EMC、Software-Defined Storageを実現するViPRの無償ダウンロードを開始。本番環境以外の利用は無制限
複数のストレージを束ねて1つの大きな仮想化ストレージアレイとして扱い、必要に応じてそこからストレージをプロビジョニングし、利用可能にする機能を備えているのが、EMC製のソフトウェア「ViPR」です。いわゆるSoftware-Defined Storageを実現するソフトウェアとされており、EMCのストレージだけでなくNetAppなど他社のストレージもサポートします。
ViPRは、昨年2013年の5月にラスベガスで行われたEMCのイベント「EMC World 2013」で華々しく発表され、11月には日本でも正式出荷が開始された製品です。
米EMCは1月27日、このViPR 1.0を無償で公開し、誰でもダウロード可能にしました。同社グローバルシステムエンジニアリングSVP Chad Sakac氏が、自身のブログ「Virtual Geek」にポストしたエントリ「Two “Big Deals” – EMC Architect Tool, and a HUGE new way to get EMC software.」で明らかにしました。
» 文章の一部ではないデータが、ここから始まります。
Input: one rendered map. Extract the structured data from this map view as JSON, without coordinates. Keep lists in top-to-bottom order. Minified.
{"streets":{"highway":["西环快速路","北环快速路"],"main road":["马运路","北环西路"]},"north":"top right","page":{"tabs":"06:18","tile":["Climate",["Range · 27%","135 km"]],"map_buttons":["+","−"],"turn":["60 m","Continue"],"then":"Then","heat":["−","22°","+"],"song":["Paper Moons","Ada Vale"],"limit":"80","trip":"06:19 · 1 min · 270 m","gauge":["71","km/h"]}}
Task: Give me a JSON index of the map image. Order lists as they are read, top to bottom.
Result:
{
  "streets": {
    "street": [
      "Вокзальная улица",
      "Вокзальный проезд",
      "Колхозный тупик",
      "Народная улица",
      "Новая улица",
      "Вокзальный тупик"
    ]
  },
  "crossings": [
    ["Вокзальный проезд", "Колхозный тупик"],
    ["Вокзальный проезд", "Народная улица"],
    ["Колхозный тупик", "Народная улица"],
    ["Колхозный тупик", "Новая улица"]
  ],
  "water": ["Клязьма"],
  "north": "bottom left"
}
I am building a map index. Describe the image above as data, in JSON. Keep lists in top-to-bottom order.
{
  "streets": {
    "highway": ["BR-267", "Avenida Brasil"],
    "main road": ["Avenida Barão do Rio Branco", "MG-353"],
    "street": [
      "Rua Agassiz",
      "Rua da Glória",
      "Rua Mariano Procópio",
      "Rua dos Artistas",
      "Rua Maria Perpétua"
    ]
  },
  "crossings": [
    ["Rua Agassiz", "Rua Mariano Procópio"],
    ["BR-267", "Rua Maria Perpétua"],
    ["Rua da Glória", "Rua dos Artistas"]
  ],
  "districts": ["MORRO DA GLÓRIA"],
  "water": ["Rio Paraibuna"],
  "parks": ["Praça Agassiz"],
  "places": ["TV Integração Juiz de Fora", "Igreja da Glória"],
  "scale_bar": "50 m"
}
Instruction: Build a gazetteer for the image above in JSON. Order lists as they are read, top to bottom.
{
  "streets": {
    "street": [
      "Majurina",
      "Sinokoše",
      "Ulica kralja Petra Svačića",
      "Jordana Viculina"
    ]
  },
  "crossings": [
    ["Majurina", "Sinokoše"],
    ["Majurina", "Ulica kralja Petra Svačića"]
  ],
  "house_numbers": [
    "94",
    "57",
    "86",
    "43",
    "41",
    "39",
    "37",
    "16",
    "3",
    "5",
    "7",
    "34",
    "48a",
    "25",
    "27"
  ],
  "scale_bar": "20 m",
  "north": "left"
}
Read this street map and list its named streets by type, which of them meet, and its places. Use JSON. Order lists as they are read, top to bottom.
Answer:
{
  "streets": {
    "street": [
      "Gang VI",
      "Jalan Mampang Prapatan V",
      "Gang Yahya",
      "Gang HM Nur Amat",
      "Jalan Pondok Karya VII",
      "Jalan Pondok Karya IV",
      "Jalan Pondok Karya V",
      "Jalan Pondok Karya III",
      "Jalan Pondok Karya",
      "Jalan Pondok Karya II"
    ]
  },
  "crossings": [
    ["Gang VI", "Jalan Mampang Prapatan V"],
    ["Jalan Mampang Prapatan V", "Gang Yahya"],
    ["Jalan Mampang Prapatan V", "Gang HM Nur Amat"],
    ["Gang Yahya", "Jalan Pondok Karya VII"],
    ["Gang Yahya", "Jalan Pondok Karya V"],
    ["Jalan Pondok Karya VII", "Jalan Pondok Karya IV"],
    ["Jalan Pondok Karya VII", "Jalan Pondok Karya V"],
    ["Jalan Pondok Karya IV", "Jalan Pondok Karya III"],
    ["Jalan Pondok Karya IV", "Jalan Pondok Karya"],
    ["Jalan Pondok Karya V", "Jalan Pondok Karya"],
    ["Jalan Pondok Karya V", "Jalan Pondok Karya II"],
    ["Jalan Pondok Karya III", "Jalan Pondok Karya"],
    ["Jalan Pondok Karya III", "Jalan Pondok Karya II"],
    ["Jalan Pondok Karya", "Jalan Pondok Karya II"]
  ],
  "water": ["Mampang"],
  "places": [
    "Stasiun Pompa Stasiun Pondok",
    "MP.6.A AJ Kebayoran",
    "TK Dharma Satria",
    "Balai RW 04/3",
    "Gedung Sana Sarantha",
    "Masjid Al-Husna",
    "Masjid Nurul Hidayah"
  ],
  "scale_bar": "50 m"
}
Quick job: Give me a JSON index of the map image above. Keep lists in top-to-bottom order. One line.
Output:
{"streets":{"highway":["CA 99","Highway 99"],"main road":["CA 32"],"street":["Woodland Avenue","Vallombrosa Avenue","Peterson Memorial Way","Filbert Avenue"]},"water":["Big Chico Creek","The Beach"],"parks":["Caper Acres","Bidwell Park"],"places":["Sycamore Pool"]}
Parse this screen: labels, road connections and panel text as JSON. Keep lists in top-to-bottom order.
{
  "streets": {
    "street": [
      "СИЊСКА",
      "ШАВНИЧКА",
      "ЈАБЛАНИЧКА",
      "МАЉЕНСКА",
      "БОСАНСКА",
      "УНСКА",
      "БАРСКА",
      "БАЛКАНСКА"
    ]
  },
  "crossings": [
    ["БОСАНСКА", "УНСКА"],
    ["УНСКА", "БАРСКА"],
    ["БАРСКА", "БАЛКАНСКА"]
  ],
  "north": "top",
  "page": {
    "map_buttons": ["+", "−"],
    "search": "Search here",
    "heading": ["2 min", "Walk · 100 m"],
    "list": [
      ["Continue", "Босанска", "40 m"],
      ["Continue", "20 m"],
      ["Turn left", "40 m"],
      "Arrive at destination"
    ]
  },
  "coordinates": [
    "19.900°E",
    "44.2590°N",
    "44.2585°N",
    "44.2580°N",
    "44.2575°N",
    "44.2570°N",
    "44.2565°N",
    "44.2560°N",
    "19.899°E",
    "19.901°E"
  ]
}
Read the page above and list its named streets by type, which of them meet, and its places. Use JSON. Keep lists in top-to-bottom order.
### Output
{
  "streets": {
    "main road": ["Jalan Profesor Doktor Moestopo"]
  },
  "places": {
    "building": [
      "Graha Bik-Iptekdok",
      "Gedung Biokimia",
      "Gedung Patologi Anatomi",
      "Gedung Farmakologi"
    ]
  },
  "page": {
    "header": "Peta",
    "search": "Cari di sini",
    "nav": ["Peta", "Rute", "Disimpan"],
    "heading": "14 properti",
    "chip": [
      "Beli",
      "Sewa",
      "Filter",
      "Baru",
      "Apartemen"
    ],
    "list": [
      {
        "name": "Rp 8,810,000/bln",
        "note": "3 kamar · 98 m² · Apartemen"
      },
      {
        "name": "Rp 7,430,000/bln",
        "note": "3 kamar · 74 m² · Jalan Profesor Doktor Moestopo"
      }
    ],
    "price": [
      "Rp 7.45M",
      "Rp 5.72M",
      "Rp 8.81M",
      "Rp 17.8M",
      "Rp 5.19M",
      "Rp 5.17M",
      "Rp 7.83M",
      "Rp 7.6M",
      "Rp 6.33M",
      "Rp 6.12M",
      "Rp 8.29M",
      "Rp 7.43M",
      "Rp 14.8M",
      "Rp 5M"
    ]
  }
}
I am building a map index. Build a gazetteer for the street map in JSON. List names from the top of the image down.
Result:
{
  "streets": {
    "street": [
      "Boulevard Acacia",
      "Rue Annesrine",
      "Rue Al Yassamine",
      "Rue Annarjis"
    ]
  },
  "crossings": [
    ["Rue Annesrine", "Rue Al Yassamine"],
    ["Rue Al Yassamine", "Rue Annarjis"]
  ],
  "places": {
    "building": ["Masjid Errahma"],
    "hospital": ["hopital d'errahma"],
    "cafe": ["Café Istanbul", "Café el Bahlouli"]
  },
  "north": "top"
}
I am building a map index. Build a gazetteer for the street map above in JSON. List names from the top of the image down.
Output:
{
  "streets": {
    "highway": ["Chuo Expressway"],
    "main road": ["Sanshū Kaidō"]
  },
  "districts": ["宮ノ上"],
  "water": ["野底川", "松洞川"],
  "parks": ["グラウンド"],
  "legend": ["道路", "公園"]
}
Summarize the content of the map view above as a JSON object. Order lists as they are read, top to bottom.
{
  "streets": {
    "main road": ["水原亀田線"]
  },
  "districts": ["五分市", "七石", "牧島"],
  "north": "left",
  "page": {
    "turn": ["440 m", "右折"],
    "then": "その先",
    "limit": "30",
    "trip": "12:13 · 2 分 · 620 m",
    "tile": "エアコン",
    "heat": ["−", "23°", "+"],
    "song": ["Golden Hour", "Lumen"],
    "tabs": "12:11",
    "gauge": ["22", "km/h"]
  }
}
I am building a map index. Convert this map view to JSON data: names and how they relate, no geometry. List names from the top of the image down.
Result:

公開されたViPRに機能や利用期間などの制限はなく、製品と同じもの。ただし本番環境で利用するなどの商用利用などは禁止されており、当然ながらEMCによる正式なサポートもありません。
あわせてインストレーションガイド、アドミニストレーターガイド、ユーザーガイドなど関連するドキュメントも公開されています。
Software-Defined Storageの主導権を得るのが狙いか
ネットワークの分野で盛り上がっているSoftware-Defined Networkでは、OpenFlowなどの要素技術とともにSoftware-Defined Networkとはどういうものかといったコンセンサスが、一定程度形成されています。
しかしストレージ分野におけるSoftware-Defined Storageは、さまざまなベンダがこの用語を掲げているにもかかわらず(あるいは、掲げているからこそ)、それが一般的にどのようなものなのか、どのような要素技術で構成されるのか、といったコンセンサスが業界としてまだほとんどできあがっていないように思えます。
EMCがViPRを無償で公開するのは、こうした状況の中でViPRをSoftware-Defined Storageを象徴するソフトウェアとして認知度を高め、この分野におけるコンセンサスや技術的な面での主導権を積極的に取りに行くという狙いがあるのかもしれません。